Zoals verwacht meldden de proefpersonen in beide groepen die hun emoties niet uitten, na afloop minder walging dan controlepersonen. Vervolgens gaf ze de proefpersonen een reeks cognitieve taken, waaronder invuloefeningen. Ze ontdekte dat proefpersonen die hun emoties hadden onderdrukt, slecht presteerden op geheugentaken en bij het invullen van de woordopdrachten meer negatieve woorden produceerden – ze vulden bijvoorbeeld “gr_ss” in als “goor” in plaats van “gras” – in vergelijking met controlepersonen. “Mensen die dit regelmatig doen, gaan de wereld misschien negatiever zien,” zegt Grob. “Wanneer het gezicht niet helpt bij het uitdrukken van de emotie, zoekt de emotie andere kanalen om zich te uiten.”
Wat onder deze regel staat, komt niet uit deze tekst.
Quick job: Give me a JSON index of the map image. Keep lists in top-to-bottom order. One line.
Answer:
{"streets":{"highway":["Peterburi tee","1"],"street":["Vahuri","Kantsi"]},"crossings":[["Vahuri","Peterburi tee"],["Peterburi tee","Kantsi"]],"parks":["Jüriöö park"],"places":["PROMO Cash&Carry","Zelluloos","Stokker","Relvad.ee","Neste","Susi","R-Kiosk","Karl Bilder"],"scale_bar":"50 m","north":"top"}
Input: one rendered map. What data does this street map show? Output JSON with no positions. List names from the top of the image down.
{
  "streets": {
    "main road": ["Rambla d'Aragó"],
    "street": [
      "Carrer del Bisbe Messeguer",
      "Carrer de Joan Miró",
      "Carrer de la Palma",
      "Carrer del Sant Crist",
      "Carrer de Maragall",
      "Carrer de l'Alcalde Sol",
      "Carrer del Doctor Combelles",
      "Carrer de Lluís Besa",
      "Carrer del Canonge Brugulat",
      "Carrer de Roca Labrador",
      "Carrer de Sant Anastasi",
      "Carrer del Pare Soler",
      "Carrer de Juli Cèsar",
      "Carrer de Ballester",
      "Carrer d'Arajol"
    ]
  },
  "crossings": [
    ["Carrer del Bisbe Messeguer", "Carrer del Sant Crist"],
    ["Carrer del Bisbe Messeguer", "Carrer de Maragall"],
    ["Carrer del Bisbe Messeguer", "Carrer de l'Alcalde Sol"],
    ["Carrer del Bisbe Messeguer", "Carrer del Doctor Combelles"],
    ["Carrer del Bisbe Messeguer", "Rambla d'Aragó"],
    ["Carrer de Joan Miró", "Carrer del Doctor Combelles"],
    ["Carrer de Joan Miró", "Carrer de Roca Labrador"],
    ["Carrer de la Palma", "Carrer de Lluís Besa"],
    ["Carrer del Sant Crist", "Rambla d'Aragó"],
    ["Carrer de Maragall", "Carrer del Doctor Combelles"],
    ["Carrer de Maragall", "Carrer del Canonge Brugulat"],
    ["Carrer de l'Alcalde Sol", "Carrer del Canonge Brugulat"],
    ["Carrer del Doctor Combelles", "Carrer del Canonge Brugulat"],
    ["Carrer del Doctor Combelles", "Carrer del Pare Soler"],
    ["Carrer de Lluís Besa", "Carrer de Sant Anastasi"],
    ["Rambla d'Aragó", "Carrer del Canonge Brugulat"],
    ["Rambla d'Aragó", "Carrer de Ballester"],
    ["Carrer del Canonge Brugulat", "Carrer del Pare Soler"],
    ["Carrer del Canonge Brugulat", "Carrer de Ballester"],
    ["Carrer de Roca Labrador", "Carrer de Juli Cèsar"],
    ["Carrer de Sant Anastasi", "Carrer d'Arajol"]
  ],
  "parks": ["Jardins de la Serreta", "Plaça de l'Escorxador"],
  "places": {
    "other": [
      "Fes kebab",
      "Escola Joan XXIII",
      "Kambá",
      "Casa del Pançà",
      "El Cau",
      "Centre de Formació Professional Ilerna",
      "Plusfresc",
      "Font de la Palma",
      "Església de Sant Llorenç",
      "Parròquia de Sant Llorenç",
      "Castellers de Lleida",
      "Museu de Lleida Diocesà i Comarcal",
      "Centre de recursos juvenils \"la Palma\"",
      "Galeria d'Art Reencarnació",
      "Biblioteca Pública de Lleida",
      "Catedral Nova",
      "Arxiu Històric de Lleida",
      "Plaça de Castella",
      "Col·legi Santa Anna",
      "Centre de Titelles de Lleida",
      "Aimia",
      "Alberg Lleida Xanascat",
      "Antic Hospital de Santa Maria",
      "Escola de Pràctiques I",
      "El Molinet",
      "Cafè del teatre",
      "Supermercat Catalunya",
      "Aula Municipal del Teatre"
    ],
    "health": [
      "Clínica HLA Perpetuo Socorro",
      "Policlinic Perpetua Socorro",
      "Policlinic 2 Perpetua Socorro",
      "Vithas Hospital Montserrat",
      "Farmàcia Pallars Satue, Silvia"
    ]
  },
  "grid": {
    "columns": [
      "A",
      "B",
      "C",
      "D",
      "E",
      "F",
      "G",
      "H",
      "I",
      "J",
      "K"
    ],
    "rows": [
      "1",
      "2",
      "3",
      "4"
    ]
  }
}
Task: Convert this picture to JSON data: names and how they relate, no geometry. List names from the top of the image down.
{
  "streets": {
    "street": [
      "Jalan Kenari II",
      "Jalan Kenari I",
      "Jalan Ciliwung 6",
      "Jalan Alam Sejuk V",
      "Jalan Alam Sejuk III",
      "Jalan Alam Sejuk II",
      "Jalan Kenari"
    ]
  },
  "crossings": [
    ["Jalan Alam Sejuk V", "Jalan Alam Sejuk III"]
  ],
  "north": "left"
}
Nog niemand weet waarom onze gezichtsuitdrukkingen onze emoties zo lijken te beïnvloeden. Misschien zijn de associaties in onze geest tussen hoe we ons voelen en hoe we reageren zo sterk dat onze uitdrukkingen onze emoties versterken – misschien is er geen evolutionaire reden voor dit verband. Toch lijken onze gezichten onze gemoedstoestand niet alleen aan anderen maar ook aan onszelf kenbaar te maken. “Ik lach, dus ik moet wel blij zijn,” zegt Grob.